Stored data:
******

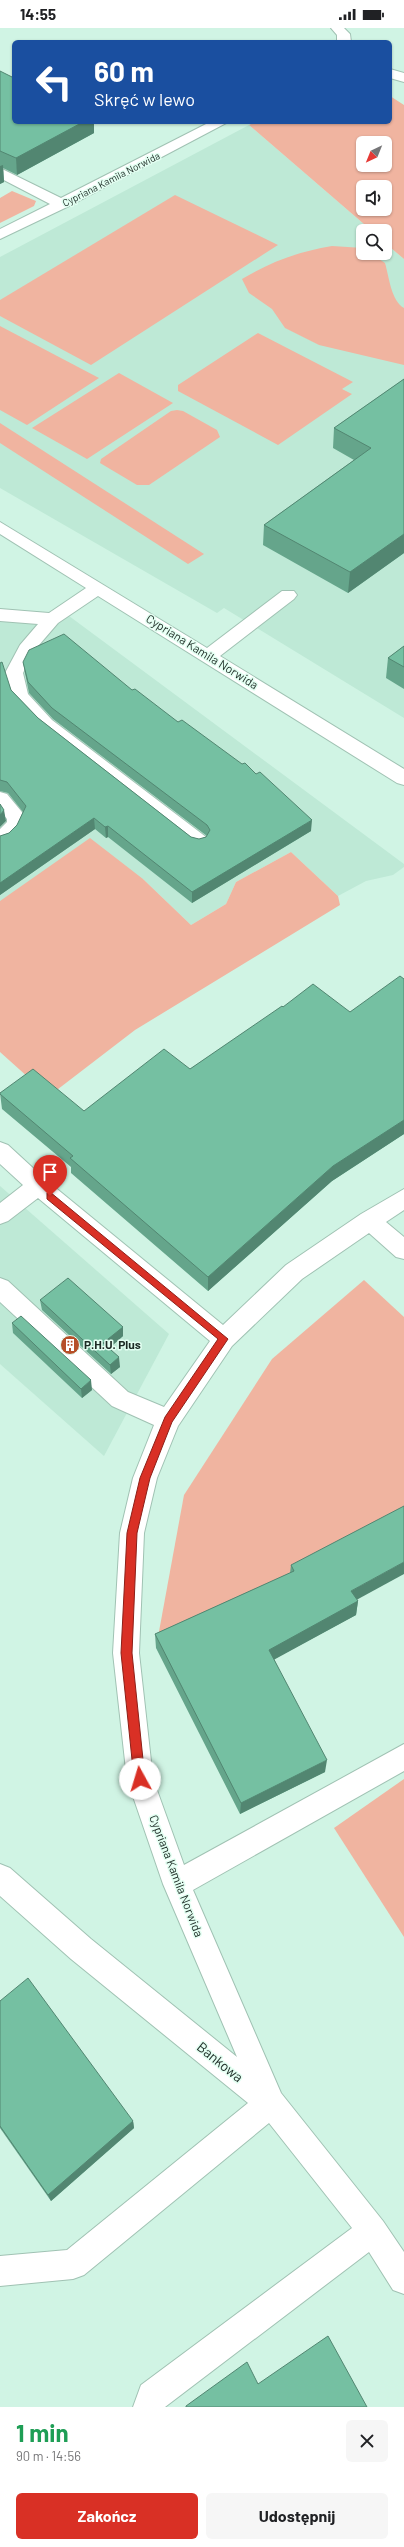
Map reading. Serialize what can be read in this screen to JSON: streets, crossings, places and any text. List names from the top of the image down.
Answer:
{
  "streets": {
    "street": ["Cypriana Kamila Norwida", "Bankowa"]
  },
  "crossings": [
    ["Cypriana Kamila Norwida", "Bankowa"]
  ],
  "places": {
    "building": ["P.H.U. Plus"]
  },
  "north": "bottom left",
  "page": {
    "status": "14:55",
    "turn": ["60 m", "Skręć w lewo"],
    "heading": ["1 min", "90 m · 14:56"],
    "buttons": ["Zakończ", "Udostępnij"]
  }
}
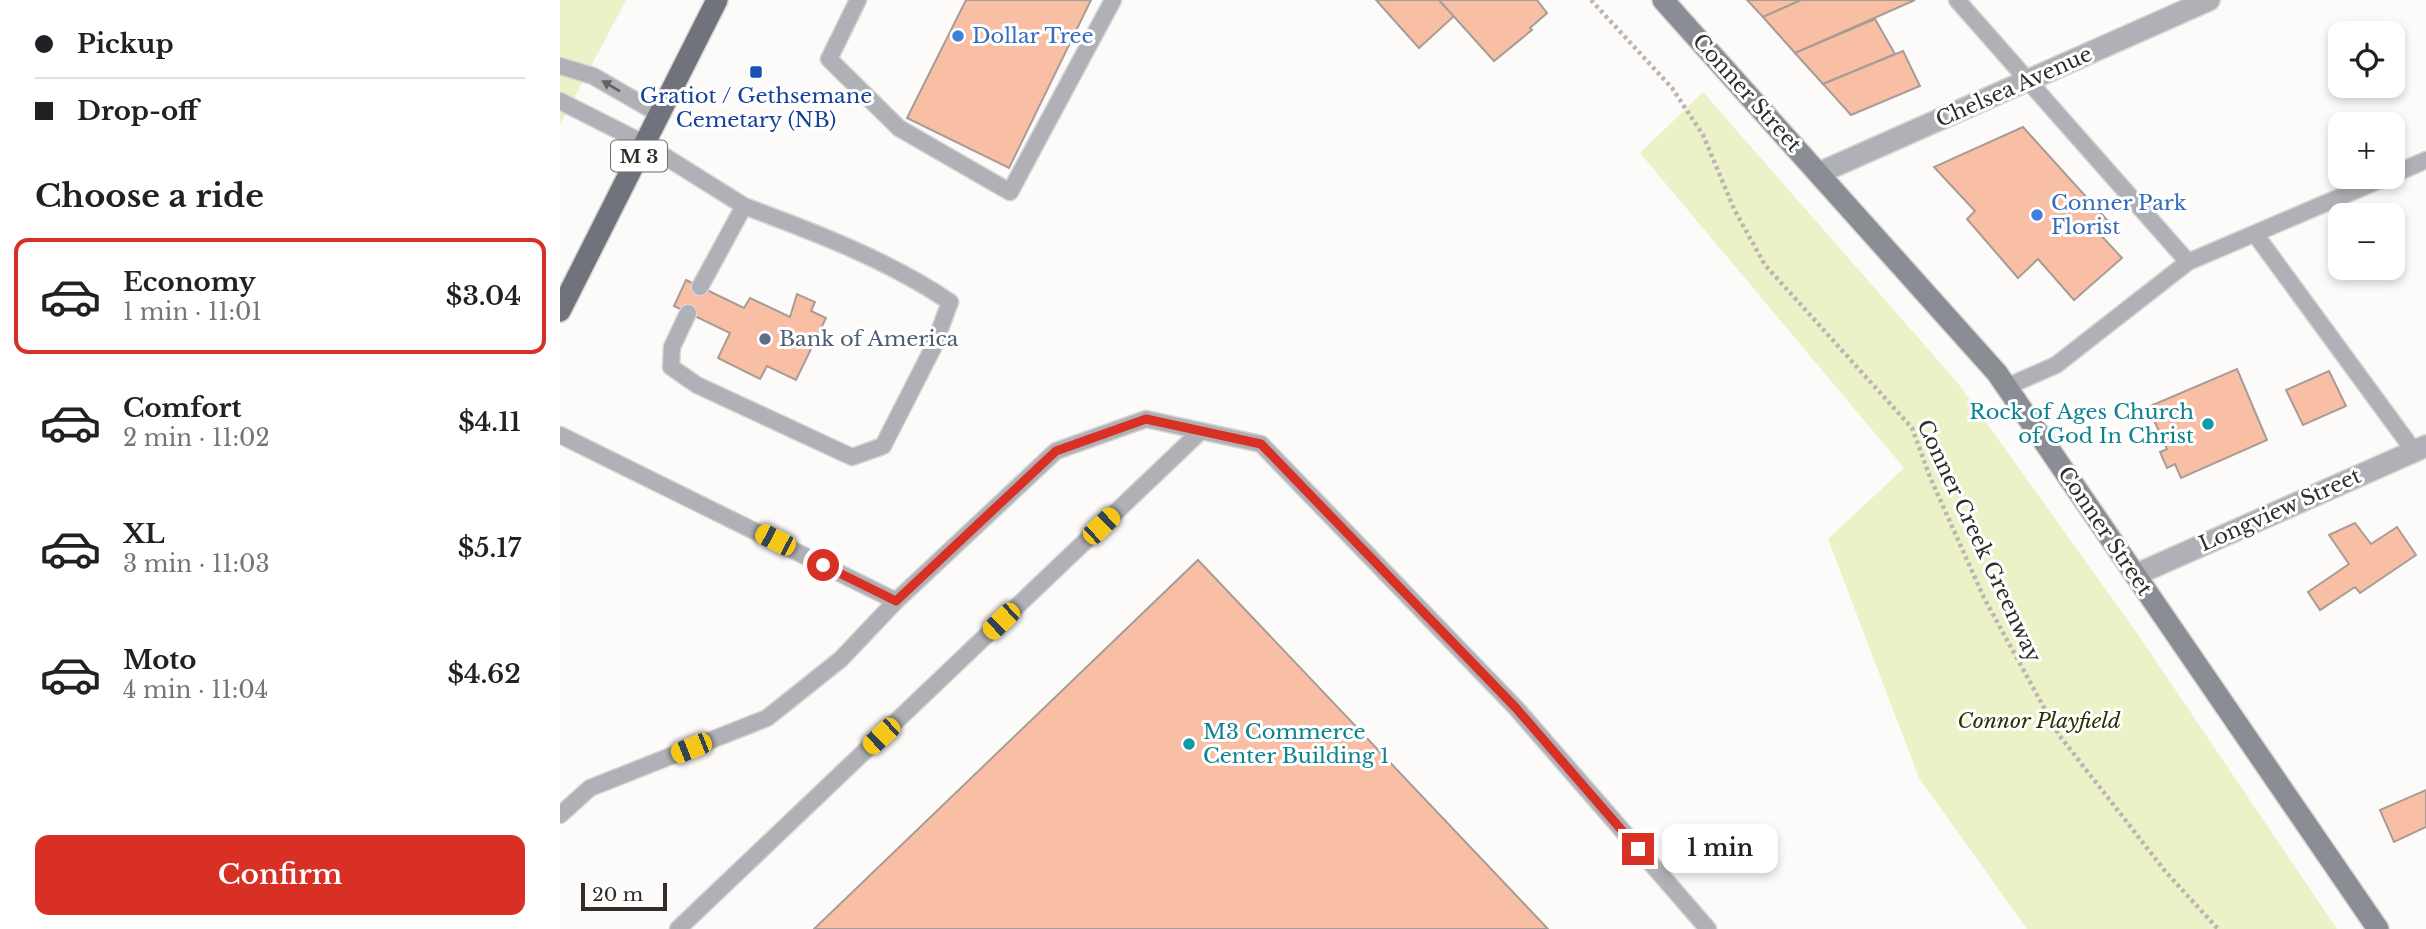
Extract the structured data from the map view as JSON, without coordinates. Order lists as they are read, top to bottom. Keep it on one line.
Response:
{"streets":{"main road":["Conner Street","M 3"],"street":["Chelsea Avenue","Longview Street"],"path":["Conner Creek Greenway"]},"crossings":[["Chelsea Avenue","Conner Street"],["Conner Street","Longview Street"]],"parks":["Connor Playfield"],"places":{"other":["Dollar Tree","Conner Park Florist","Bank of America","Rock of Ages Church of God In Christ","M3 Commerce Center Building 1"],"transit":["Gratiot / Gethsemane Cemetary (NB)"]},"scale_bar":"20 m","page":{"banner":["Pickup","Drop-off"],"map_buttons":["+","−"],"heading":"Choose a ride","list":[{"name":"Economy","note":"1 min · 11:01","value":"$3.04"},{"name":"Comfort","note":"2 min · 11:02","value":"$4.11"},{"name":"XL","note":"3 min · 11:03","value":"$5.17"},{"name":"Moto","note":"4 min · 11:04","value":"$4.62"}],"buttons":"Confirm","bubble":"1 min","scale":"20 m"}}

******

## Task to carry out
The entries above should be retyped exactly, minus any pictures.

## Task output
Map reading. Serialize what can be read in this screen to JSON: streets, crossings, places and any text. List names from the top of the image down.
Answer:
{
  "streets": {
    "street": ["Cypriana Kamila Norwida", "Bankowa"]
  },
  "crossings": [
    ["Cypriana Kamila Norwida", "Bankowa"]
  ],
  "places": {
    "building": ["P.H.U. Plus"]
  },
  "north": "bottom left",
  "page": {
    "status": "14:55",
    "turn": ["60 m", "Skręć w lewo"],
    "heading": ["1 min", "90 m · 14:56"],
    "buttons": ["Zakończ", "Udostępnij"]
  }
}
Extract the structured data from the map view as JSON, without coordinates. Order lists as they are read, top to bottom. Keep it on one line.
Response:
{"streets":{"main road":["Conner Street","M 3"],"street":["Chelsea Avenue","Longview Street"],"path":["Conner Creek Greenway"]},"crossings":[["Chelsea Avenue","Conner Street"],["Conner Street","Longview Street"]],"parks":["Connor Playfield"],"places":{"other":["Dollar Tree","Conner Park Florist","Bank of America","Rock of Ages Church of God In Christ","M3 Commerce Center Building 1"],"transit":["Gratiot / Gethsemane Cemetary (NB)"]},"scale_bar":"20 m","page":{"banner":["Pickup","Drop-off"],"map_buttons":["+","−"],"heading":"Choose a ride","list":[{"name":"Economy","note":"1 min · 11:01","value":"$3.04"},{"name":"Comfort","note":"2 min · 11:02","value":"$4.11"},{"name":"XL","note":"3 min · 11:03","value":"$5.17"},{"name":"Moto","note":"4 min · 11:04","value":"$4.62"}],"buttons":"Confirm","bubble":"1 min","scale":"20 m"}}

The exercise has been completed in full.